LBBW erwartet keine Abwanderungswelle
Umfrage der Landesbank zeigt, dass der Großteil der Mittelständler in Deutschland bleiben will, wenn die Rahmenbedingungen stimmen. Die Politik müsse rasch handeln, fordern die Experten.

Wirtschaftsverbände warnen seit Monaten vor einer schleichenden Deindustrialisierung Deutschlands. Immer mehr Unternehmen würden sich mit Verlagerungs- oder gar Abwanderungsgedanken tragen, wenn die Politik nicht rasch für bessere Rahmenbedingungen sorge, heißt es etwa vom DIHK oder vom BDI. Die Landesbank Baden-Württemberg (LBBW) hat jetzt ihren aktuellen Mittelstandsradar vorgelegt und kann Entwarnung geben. Bei der Befragung von 248 mittelständischen Unternehmen zwischen Mitte Juli und Anfang August kam heraus, dass Deutschland vorerst keine Abwanderungswelle ins Haus steht.
Die Mehrheit hegt keine Abwanderungsgedanken
In der LBBW-Umfrage gaben 67 Prozent der Mittelständler an, in den nächsten zehn Jahren keine Verlagerung ihrer betrieblichen Aktivitäten ins Ausland zu planen. Und sieben Prozent erklärten, bestehende Fertigungskapazitäten aus entfernten Schwellenländern in benachbarte beziehungsweise näher liegende Länder verlagern zu wollen. Dieser Trend ist der LBBW zufolge weltweit zu beobachten. "Die Diversifizierung der Beschaffungs- und Wertschöpfungskettenländer verlangsamt sich", sagt Andreas da Graca, Autor des Mittelstandsradars.

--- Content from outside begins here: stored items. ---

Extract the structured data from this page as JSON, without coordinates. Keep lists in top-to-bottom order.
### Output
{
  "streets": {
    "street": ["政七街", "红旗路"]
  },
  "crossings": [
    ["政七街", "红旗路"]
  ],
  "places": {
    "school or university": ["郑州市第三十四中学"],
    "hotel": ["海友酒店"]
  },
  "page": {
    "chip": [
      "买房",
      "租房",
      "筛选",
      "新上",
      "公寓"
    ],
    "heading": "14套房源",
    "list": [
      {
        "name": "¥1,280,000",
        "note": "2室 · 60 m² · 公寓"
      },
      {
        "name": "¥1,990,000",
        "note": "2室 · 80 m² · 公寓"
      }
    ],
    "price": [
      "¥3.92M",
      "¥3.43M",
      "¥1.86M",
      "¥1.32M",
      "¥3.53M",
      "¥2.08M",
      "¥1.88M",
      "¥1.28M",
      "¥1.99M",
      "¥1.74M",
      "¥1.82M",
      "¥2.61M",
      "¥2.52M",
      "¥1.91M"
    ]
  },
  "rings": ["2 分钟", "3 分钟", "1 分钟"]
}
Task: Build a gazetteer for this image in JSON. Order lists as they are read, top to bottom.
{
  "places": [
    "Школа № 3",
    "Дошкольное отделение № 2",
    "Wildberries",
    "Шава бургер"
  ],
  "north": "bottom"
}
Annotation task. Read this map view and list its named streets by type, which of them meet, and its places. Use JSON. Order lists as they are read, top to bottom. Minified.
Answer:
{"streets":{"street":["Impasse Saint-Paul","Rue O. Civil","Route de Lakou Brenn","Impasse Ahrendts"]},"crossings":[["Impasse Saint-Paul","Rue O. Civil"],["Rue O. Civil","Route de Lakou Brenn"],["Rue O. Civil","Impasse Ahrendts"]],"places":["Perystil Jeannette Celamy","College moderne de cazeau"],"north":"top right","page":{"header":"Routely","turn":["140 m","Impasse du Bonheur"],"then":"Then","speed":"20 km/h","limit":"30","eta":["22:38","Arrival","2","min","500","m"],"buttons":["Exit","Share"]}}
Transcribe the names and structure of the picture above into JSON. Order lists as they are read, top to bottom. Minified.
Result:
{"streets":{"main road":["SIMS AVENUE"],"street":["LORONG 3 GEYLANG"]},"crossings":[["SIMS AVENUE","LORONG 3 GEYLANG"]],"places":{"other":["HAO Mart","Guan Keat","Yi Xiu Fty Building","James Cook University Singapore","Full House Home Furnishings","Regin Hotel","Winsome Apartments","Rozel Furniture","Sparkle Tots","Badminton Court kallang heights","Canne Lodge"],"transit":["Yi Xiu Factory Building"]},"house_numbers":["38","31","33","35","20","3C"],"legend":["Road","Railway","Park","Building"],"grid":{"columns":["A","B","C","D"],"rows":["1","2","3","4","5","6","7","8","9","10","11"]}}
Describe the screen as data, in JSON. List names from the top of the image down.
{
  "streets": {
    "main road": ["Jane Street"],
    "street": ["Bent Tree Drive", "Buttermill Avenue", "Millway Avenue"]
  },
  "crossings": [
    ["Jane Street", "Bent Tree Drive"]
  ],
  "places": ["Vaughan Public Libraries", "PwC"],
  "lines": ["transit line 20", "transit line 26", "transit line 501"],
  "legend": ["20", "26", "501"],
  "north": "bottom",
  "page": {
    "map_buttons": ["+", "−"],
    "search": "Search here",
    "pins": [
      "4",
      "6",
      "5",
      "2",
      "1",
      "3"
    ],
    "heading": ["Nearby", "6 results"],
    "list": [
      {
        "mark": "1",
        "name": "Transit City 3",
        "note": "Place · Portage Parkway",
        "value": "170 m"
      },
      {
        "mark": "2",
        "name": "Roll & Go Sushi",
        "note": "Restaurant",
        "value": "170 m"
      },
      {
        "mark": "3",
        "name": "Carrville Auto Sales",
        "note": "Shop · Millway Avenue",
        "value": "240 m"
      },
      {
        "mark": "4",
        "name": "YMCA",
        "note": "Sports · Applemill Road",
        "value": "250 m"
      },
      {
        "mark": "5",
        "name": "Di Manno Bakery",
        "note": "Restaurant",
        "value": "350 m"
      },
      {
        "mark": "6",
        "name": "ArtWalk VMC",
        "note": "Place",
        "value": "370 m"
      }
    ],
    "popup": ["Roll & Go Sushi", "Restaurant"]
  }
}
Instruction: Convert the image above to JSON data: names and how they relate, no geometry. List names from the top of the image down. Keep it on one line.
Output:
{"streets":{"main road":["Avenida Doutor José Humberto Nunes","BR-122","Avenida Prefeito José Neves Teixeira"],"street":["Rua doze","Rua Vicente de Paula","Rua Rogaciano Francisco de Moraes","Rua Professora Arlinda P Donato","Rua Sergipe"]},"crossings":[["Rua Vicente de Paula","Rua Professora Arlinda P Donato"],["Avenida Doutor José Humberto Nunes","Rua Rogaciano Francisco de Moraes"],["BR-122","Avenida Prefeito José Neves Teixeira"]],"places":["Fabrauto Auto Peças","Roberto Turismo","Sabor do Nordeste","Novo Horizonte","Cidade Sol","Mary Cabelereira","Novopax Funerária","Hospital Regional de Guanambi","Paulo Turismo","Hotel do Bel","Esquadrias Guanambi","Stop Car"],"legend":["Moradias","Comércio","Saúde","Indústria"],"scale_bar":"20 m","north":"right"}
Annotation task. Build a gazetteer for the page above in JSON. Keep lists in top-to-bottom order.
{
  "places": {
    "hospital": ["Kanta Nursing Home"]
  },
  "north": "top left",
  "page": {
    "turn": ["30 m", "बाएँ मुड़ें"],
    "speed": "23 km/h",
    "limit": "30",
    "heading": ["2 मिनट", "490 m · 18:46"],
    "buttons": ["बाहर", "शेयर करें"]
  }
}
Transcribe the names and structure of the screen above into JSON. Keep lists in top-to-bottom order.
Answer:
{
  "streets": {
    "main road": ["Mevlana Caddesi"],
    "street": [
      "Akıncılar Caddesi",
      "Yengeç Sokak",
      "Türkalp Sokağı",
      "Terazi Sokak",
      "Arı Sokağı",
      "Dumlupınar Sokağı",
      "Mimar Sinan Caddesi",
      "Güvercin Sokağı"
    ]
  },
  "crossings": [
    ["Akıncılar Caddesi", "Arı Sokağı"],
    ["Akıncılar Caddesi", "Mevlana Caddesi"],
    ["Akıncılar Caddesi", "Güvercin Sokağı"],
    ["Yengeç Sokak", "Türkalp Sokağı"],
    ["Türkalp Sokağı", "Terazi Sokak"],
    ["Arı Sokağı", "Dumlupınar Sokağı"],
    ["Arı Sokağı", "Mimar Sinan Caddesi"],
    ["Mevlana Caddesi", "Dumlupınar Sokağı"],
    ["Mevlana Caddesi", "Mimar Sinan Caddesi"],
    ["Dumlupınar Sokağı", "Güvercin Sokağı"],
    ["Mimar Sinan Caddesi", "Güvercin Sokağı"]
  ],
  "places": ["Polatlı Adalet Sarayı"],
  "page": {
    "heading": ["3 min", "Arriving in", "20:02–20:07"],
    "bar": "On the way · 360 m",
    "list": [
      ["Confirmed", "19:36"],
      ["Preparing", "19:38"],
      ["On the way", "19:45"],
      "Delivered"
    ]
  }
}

Die Rahmenbedingungen müssen stimmen
"Das Gros der deutschen Industrie verlässt das Land bis dato nicht", sagt der LBBW-Experte. Und viele Unternehmen, die Pläne für eine Abwanderung schmiedeten, würden demnach gerne bleiben - "wenn die Rahmenbedingungen stimmen", wie da Graca betont.
Was die Unternehmen und Wirtschaftsverbände von der Politik fordern, ist hinreichend bekannt: stärkere Deregulierung, mehr Bürokratieabbau, Ausbau der Infrastruktur, insbesondere der digitalen Infrastruktur, und verbesserte Bildungsmöglichkeiten, um dem dramatischen Fachkräftemangel zu begegnen. "Wenn die Politik hier nicht schnell reagiert und die Wettbewerbsbedingungen beziehungsweise die Rahmenbedingungen verbessert, könnten sich tatsächlich noch mehr deutsche Unternehmen nach neuen Standorten im Ausland umsehen", warnt da Graca.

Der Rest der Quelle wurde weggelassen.